Collected data:
****************
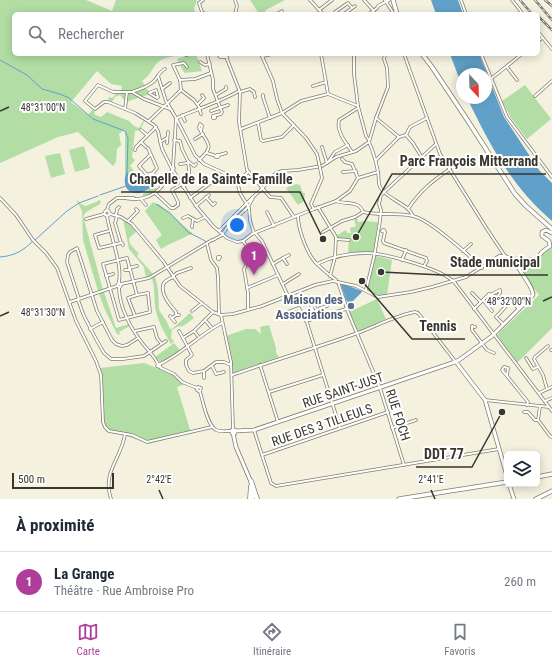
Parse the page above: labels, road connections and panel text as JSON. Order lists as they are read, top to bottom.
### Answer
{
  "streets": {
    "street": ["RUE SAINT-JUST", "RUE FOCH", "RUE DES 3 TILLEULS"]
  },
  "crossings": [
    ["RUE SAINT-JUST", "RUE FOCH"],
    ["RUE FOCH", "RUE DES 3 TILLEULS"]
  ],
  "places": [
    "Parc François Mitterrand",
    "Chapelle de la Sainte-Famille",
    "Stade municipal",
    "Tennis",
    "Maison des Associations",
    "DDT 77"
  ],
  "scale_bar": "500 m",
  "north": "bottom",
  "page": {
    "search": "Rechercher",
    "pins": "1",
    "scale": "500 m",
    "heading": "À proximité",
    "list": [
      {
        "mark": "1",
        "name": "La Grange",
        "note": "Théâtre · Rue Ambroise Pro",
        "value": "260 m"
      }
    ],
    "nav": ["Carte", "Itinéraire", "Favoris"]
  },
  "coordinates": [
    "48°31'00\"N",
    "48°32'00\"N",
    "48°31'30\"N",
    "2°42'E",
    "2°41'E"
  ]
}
****************
What the task asks:
For the word "page", report how many lines of the records contain it; respond with the number only.

Reply:
2